• Problem description
Produce a faithful copy of the data, one that leaves out the pictures.

• Dataset extract
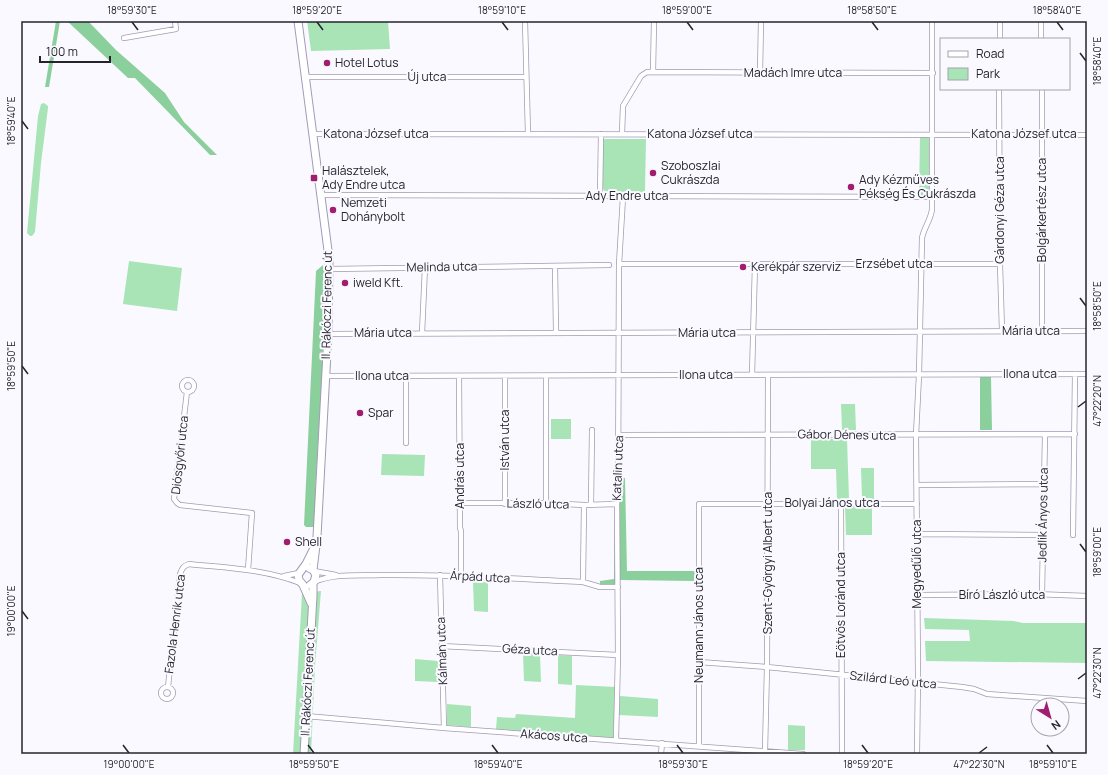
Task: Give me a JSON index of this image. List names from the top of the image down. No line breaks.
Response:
{"streets":{"main road":["II. Rákóczi Ferenc út"],"street":["Madách Imre utca","Új utca","Katona József utca","Ady Endre utca","Gárdonyi Géza utca","Bolgárkertész utca","Erzsébet utca","Melinda utca","Mária utca","Ilona utca","Gábor Dénes utca","István utca","Diósgyőri utca","Katalin utca","András utca","Bolyai János utca","László utca","Jedlik Ányos utca","Szent-Györgyi Albert utca","Megyedűlő utca","Árpád utca","Bíró László utca","Eötvös Loránd utca","Fazola Henrik utca","Neumann János utca","Géza utca","Kálmán utca","Szilárd Leó utca","Akácos utca"]},"crossings":[["Madách Imre utca","Megyedűlő utca"],["Új utca","II. Rákóczi Ferenc út"],["Katona József utca","Gárdonyi Géza utca"],["Katona József utca","Bolgárkertész utca"],["Katona József utca","II. Rákóczi Ferenc út"],["Katona József utca","Megyedűlő utca"],["Ady Endre utca","II. Rákóczi Ferenc út"],["Ady Endre utca","Katalin utca"],["Ady Endre utca","Megyedűlő utca"],["Gárdonyi Géza utca","Erzsébet utca"],["Gárdonyi Géza utca","Mária utca"],["Bolgárkertész utca","Mária utca"],["Erzsébet utca","Katalin utca"],["Erzsébet utca","Megyedűlő utca"],["Melinda utca","II. Rákóczi Ferenc út"],["II. Rákóczi Ferenc út","Mária utca"],["II. Rákóczi Ferenc út","Ilona utca"],["II. Rákóczi Ferenc út","Árpád utca"],["II. Rákóczi Ferenc út","Akácos utca"],["Mária utca","Katalin utca"],["Mária utca","Megyedűlő utca"],["Ilona utca","István utca"],["Ilona utca","Katalin utca"],["Ilona utca","András utca"],["Ilona utca","Szent-Györgyi Albert utca"],["Ilona utca","Megyedűlő utca"],["Gábor Dénes utca","Katalin utca"],["Gábor Dénes utca","Jedlik Ányos utca"],["Gábor Dénes utca","Szent-Györgyi Albert utca"],["Gábor Dénes utca","Megyedűlő utca"],["István utca","László utca"],["Diósgyőri utca","Fazola Henrik utca"],["Katalin utca","László utca"],["Katalin utca","Árpád utca"],["Katalin utca","Géza utca"],["Katalin utca","Akácos utca"],["András utca","László utca"],["András utca","Árpád utca"],["Bolyai János utca","Szent-Györgyi Albert utca"],["Bolyai János utca","Megyedűlő utca"],["Bolyai János utca","Eötvös Loránd utca"],["Bolyai János utca","Neumann János utca"],["Jedlik Ányos utca","Bíró László utca"],["Szent-Györgyi Albert utca","Szilárd Leó utca"],["Szent-Györgyi Albert utca","Akácos utca"],["Megyedűlő utca","Bíró László utca"],["Megyedűlő utca","Szilárd Leó utca"],["Árpád utca","Kálmán utca"],["Eötvös Loránd utca","Szilárd Leó utca"],["Neumann János utca","Szilárd Leó utca"],["Neumann János utca","Akácos utca"],["Géza utca","Kálmán utca"],["Kálmán utca","Akácos utca"]],"places":{"other":["Hotel Lotus","Szoboszlai Cukrászda","Ady Kézműves Pékség És Cukrászda","Nemzeti Dohánybolt","Kerékpár szerviz","iweld Kft.","Spar","Shell"],"transit":["Halásztelek, Ady Endre utca"]},"legend":["Road","Park"],"scale_bar":"100 m","north":"bottom right","coordinates":["18°59'30\"E","18°59'20\"E","18°59'10\"E","18°59'00\"E","18°58'50\"E","18°58'40\"E","18°59'40\"E","18°59'50\"E","47°22'20\"N","19°00'00\"E","47°22'30\"N"]}
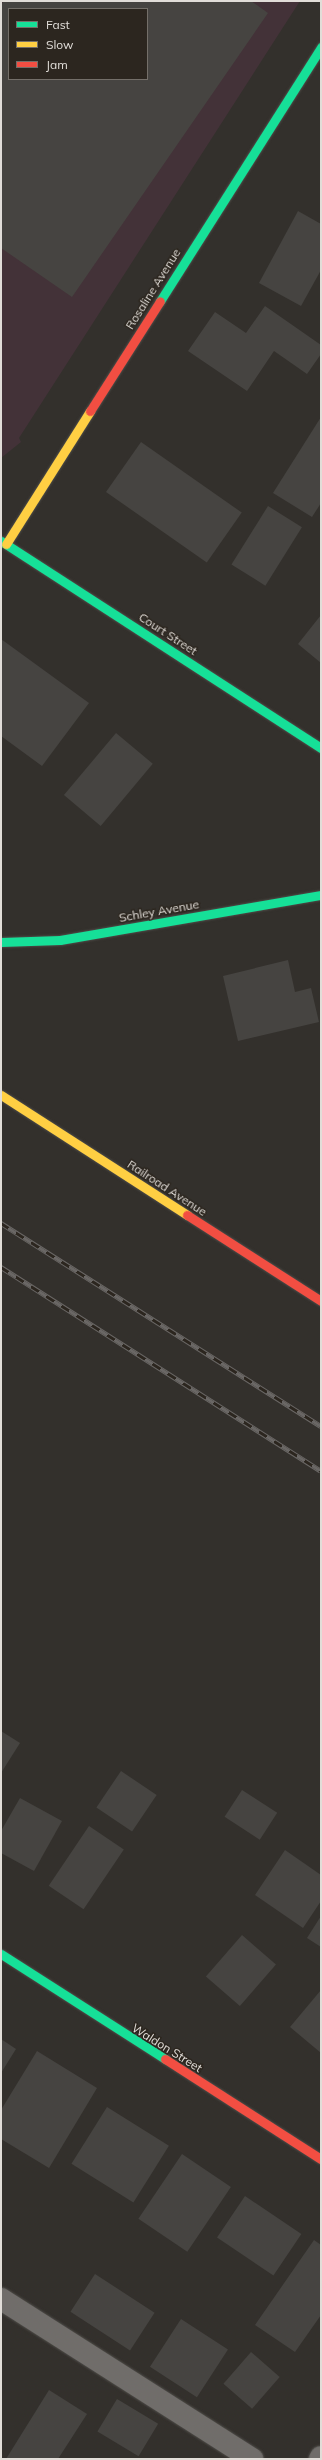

• Answer to the problem
Task: Give me a JSON index of this image. List names from the top of the image down. No line breaks.
Response:
{"streets":{"main road":["II. Rákóczi Ferenc út"],"street":["Madách Imre utca","Új utca","Katona József utca","Ady Endre utca","Gárdonyi Géza utca","Bolgárkertész utca","Erzsébet utca","Melinda utca","Mária utca","Ilona utca","Gábor Dénes utca","István utca","Diósgyőri utca","Katalin utca","András utca","Bolyai János utca","László utca","Jedlik Ányos utca","Szent-Györgyi Albert utca","Megyedűlő utca","Árpád utca","Bíró László utca","Eötvös Loránd utca","Fazola Henrik utca","Neumann János utca","Géza utca","Kálmán utca","Szilárd Leó utca","Akácos utca"]},"crossings":[["Madách Imre utca","Megyedűlő utca"],["Új utca","II. Rákóczi Ferenc út"],["Katona József utca","Gárdonyi Géza utca"],["Katona József utca","Bolgárkertész utca"],["Katona József utca","II. Rákóczi Ferenc út"],["Katona József utca","Megyedűlő utca"],["Ady Endre utca","II. Rákóczi Ferenc út"],["Ady Endre utca","Katalin utca"],["Ady Endre utca","Megyedűlő utca"],["Gárdonyi Géza utca","Erzsébet utca"],["Gárdonyi Géza utca","Mária utca"],["Bolgárkertész utca","Mária utca"],["Erzsébet utca","Katalin utca"],["Erzsébet utca","Megyedűlő utca"],["Melinda utca","II. Rákóczi Ferenc út"],["II. Rákóczi Ferenc út","Mária utca"],["II. Rákóczi Ferenc út","Ilona utca"],["II. Rákóczi Ferenc út","Árpád utca"],["II. Rákóczi Ferenc út","Akácos utca"],["Mária utca","Katalin utca"],["Mária utca","Megyedűlő utca"],["Ilona utca","István utca"],["Ilona utca","Katalin utca"],["Ilona utca","András utca"],["Ilona utca","Szent-Györgyi Albert utca"],["Ilona utca","Megyedűlő utca"],["Gábor Dénes utca","Katalin utca"],["Gábor Dénes utca","Jedlik Ányos utca"],["Gábor Dénes utca","Szent-Györgyi Albert utca"],["Gábor Dénes utca","Megyedűlő utca"],["István utca","László utca"],["Diósgyőri utca","Fazola Henrik utca"],["Katalin utca","László utca"],["Katalin utca","Árpád utca"],["Katalin utca","Géza utca"],["Katalin utca","Akácos utca"],["András utca","László utca"],["András utca","Árpád utca"],["Bolyai János utca","Szent-Györgyi Albert utca"],["Bolyai János utca","Megyedűlő utca"],["Bolyai János utca","Eötvös Loránd utca"],["Bolyai János utca","Neumann János utca"],["Jedlik Ányos utca","Bíró László utca"],["Szent-Györgyi Albert utca","Szilárd Leó utca"],["Szent-Györgyi Albert utca","Akácos utca"],["Megyedűlő utca","Bíró László utca"],["Megyedűlő utca","Szilárd Leó utca"],["Árpád utca","Kálmán utca"],["Eötvös Loránd utca","Szilárd Leó utca"],["Neumann János utca","Szilárd Leó utca"],["Neumann János utca","Akácos utca"],["Géza utca","Kálmán utca"],["Kálmán utca","Akácos utca"]],"places":{"other":["Hotel Lotus","Szoboszlai Cukrászda","Ady Kézműves Pékség És Cukrászda","Nemzeti Dohánybolt","Kerékpár szerviz","iweld Kft.","Spar","Shell"],"transit":["Halásztelek, Ady Endre utca"]},"legend":["Road","Park"],"scale_bar":"100 m","north":"bottom right","coordinates":["18°59'30\"E","18°59'20\"E","18°59'10\"E","18°59'00\"E","18°58'50\"E","18°58'40\"E","18°59'40\"E","18°59'50\"E","47°22'20\"N","19°00'00\"E","47°22'30\"N"]}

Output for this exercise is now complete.